The appointment of special envoys to the Middle East and Afghanistan-Pakistan is perhaps the second most important decision the new president made. George Mitchell and Richard Holbrooke were dispatched to the Middle East and the Southwest Asia to tackle the two long-festering conflicts in the Muslim world even before Obama completed his first week in office. Around the same time, he reached out to the much- vilified Iran offering it America’s ‘unclenched fist’ in friendship after three decades of endless hostilities and perpetual fear mongering on both sides.

After initial shock and awe followed by confusion, the ayatollahs seem to have concluded that Obama indeed means what he says. Supping with the ‘Big Satan’ and regular, normal relations with the West after decades of isolation may not be so bad after all. President Ahmadinejad now agrees there are some ‘new and positive things’ in the message from Washington, although Tehran is far from likely to scrap its nuclear programme solely because of the new US leader’s noble intentions.

And now the US says enrichment or no enrichment, it is willing to hold direct talks with Iran’s Islamists, dropping a key condition and demand of the US and Western mandarins that Tehran freeze nuclear enrichment before the two sides could come to the negotiating table.

More important, President Obama says Iran has a right to pursue nuclear energy—if it’s peaceful.

And President Ahmadinejad, who comes up with “good news for Iranian people” from time to time, would tell you it is indeed a “peaceful” nuclear programme. Anyway, that’s another debate altogether.

What matter is these are extraordinary times and we are witnessing extraordinary changes. Changes that would be totally unthinkable even weeks ago. It’s amazing how much Bush’s America has changed under his successor. And how fast! This is why when Obama stood in Turkey’s parliament to reassure the Muslim world that America “is not and never will be at war with Islam,” the faithful around the world were not only willing to listen to him but were prepared to take his word for it.

Of course, we are yet to see any significant changes on the ground. But we’ll get there, if America persists on the path chosen by its 44th president.

Obama’s real work lies ahead. The road ahead will be rough and treacherous, with pitfalls everywhere. The Middle East will be his real litmus test, just as it had been for many presidents before him.

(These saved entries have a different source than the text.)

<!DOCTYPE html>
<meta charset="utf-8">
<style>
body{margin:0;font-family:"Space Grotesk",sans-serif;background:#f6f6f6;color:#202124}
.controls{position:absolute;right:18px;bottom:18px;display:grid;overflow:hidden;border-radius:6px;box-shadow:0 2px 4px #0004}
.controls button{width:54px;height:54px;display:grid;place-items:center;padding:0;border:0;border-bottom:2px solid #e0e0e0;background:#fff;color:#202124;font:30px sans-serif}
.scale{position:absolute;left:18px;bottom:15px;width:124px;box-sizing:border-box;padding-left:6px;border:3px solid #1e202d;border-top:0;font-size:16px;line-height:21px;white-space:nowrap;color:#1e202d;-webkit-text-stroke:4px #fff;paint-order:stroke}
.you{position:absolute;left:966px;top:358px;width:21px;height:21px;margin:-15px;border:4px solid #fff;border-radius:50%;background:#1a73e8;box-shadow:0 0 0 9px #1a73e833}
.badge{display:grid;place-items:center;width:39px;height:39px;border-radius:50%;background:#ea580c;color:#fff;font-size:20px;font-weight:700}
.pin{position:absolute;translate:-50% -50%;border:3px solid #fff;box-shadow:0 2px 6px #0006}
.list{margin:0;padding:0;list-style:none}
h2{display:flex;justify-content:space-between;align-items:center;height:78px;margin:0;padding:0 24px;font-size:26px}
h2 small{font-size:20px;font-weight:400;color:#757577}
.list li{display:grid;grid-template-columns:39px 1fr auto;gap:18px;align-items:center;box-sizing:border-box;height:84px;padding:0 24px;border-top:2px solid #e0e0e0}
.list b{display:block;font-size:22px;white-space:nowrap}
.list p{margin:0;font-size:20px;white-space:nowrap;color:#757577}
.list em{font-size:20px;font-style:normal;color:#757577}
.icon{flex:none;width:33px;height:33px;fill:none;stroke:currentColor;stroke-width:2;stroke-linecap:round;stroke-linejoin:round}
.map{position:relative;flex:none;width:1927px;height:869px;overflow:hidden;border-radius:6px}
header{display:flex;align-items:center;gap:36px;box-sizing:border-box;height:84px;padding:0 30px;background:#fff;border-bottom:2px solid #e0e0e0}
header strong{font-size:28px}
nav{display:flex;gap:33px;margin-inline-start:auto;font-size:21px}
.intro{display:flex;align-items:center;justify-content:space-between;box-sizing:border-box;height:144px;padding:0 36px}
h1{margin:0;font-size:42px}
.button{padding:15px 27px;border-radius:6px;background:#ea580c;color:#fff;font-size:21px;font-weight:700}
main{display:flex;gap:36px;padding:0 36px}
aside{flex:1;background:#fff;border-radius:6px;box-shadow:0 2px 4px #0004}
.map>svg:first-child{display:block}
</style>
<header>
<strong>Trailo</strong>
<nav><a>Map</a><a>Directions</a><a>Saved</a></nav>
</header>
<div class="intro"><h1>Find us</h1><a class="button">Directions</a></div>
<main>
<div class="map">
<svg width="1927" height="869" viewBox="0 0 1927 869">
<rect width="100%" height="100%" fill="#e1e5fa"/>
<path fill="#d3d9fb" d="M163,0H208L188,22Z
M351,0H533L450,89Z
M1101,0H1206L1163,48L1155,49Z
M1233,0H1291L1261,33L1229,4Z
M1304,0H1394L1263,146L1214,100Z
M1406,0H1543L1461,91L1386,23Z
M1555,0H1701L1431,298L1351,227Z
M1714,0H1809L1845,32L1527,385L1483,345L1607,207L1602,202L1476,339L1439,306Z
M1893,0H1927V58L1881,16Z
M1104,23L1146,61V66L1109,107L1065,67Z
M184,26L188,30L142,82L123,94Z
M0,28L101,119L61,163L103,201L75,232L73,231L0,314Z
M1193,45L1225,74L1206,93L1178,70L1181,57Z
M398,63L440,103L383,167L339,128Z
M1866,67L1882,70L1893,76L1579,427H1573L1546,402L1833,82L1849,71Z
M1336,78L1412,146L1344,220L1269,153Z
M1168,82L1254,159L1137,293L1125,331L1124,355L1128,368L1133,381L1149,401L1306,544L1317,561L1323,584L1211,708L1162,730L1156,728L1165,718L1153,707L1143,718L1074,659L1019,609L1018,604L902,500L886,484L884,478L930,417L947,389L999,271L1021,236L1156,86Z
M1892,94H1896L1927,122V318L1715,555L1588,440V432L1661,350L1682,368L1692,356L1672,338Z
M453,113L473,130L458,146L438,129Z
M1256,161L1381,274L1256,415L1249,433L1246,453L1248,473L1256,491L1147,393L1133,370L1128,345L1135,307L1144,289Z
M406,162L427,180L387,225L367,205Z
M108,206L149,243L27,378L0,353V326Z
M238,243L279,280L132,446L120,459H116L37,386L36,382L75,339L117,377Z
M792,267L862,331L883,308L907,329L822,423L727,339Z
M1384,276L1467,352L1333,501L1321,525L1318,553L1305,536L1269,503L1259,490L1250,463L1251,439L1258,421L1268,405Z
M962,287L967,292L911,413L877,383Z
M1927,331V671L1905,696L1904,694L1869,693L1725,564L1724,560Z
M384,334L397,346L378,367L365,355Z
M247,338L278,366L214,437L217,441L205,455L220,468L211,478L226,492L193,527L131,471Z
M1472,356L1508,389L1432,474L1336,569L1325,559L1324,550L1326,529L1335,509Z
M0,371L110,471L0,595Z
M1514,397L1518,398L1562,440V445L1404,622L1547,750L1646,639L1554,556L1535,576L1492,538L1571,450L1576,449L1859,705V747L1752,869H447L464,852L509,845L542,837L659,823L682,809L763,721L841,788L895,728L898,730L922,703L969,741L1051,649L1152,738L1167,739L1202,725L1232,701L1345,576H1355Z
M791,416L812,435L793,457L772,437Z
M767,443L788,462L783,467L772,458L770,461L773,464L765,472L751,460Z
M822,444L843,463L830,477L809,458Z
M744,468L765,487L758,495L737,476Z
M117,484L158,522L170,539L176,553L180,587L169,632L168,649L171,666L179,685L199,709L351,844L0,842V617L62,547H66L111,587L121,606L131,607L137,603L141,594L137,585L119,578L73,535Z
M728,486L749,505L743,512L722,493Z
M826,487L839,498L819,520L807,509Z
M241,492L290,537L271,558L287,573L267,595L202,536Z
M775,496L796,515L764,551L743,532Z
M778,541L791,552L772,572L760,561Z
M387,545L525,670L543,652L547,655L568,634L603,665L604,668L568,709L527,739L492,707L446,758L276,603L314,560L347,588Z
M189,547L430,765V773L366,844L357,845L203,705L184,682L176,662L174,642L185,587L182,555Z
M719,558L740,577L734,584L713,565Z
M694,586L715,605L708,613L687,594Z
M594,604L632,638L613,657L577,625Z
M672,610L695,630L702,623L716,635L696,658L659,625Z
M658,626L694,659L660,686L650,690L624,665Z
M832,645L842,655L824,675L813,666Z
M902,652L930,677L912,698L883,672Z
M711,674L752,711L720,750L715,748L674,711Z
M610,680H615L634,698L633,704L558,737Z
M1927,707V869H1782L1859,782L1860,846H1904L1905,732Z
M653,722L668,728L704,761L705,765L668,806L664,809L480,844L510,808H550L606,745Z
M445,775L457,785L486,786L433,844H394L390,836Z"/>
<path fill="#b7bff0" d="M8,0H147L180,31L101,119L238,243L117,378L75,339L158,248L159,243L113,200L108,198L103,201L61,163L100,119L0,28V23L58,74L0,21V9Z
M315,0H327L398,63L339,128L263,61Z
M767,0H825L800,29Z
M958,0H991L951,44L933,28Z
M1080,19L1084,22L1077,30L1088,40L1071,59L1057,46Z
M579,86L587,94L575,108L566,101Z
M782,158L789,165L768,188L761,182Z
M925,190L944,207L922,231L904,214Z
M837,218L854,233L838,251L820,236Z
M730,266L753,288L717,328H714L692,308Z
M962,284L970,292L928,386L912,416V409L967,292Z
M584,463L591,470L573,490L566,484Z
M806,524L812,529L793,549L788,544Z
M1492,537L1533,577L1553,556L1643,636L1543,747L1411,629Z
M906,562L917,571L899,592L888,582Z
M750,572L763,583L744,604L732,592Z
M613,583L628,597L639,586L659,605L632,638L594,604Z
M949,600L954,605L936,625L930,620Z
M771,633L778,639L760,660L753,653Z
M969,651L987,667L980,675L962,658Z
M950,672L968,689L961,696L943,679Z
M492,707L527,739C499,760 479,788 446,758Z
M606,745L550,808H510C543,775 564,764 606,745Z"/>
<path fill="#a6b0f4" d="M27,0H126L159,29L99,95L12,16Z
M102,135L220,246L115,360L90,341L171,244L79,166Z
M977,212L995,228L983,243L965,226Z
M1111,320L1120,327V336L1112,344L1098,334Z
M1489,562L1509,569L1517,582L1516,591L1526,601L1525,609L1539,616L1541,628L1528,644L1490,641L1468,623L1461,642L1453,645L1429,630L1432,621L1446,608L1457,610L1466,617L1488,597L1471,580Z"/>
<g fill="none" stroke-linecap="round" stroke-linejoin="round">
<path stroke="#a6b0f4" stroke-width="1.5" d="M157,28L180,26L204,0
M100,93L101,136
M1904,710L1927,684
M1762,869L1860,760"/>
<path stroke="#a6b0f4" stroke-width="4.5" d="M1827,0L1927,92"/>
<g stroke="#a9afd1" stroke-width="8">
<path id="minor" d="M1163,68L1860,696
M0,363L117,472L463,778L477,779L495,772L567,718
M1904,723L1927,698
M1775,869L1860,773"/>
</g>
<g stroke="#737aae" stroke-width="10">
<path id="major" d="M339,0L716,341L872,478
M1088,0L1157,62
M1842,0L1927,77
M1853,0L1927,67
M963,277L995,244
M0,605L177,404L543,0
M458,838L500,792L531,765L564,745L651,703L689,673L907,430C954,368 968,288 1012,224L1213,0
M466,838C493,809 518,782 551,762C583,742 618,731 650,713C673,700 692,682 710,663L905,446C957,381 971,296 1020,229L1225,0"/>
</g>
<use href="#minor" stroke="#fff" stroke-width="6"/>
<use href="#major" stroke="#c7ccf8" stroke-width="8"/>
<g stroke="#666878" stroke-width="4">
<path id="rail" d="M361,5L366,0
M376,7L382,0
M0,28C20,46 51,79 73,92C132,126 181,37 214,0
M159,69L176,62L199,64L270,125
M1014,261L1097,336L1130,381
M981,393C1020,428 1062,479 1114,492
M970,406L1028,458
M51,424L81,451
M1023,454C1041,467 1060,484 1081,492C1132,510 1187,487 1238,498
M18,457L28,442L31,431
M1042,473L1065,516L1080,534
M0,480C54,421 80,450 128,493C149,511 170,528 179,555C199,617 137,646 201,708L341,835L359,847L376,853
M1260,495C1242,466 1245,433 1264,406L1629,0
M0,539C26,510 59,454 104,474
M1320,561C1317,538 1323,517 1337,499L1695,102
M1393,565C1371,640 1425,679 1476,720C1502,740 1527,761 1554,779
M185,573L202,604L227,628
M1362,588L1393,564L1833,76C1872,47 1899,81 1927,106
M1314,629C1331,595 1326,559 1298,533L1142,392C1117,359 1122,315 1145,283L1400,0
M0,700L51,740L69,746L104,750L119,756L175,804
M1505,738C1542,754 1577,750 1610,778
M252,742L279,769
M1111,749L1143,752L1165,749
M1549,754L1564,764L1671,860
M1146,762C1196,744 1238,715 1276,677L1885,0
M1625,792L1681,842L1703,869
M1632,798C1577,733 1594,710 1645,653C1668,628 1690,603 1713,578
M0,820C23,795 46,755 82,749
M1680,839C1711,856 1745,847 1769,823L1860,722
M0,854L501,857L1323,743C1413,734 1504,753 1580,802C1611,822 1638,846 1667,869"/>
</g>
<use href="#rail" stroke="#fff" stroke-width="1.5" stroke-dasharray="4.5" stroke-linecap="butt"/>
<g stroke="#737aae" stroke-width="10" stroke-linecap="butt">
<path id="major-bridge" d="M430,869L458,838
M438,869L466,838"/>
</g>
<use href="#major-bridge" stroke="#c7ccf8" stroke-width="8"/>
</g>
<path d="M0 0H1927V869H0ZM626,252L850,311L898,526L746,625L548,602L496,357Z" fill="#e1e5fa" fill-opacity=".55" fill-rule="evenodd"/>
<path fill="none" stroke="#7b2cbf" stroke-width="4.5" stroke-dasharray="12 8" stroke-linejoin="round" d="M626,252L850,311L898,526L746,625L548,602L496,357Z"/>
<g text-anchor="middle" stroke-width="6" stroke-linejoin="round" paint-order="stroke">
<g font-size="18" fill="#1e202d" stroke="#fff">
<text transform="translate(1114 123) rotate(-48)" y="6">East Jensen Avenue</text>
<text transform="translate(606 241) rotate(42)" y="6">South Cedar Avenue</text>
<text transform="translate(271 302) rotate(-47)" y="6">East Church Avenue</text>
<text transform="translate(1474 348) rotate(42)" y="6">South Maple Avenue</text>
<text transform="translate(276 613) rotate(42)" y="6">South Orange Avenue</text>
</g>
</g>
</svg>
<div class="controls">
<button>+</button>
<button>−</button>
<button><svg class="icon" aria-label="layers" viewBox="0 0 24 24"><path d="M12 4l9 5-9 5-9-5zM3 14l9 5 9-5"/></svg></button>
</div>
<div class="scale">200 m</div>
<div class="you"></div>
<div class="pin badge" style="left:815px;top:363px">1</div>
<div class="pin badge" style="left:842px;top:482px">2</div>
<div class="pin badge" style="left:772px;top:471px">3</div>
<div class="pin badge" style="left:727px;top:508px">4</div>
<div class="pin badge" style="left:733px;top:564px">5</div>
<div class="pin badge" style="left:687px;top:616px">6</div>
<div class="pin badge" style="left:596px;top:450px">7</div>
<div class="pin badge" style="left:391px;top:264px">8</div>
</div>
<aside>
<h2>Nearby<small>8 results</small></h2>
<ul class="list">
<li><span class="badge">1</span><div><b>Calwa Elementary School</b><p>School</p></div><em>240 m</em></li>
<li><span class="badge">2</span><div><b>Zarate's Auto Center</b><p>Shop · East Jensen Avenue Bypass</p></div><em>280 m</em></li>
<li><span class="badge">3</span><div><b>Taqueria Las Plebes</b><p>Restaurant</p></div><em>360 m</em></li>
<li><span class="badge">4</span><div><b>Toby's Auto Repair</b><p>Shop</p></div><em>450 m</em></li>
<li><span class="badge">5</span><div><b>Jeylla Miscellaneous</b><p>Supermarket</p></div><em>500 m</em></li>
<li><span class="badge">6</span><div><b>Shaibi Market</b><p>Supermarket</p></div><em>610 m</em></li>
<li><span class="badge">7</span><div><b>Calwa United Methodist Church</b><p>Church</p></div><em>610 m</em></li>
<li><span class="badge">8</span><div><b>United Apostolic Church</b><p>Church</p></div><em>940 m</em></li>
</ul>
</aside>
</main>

It’s a tragedy that finally when we have a genuinely willing leader in the White House, the Israelis had to pick up Benjamin Netanyahu and his even more batty deputy Lieberman to lead them into the sunset. In any case, Israel’s fundamental policies seldom change, no matter who calls the shots in Tel Aviv.

If Obama is the honest and courageous leader that I believe he is, he just might pull it off, succeeding where all his predecessors failed. God knows enough innocent blood has been shed in the Holy Land. About time somebody told Israel enough is enough. The party is over. It’s time to behave and give up what doesn’t belong to you.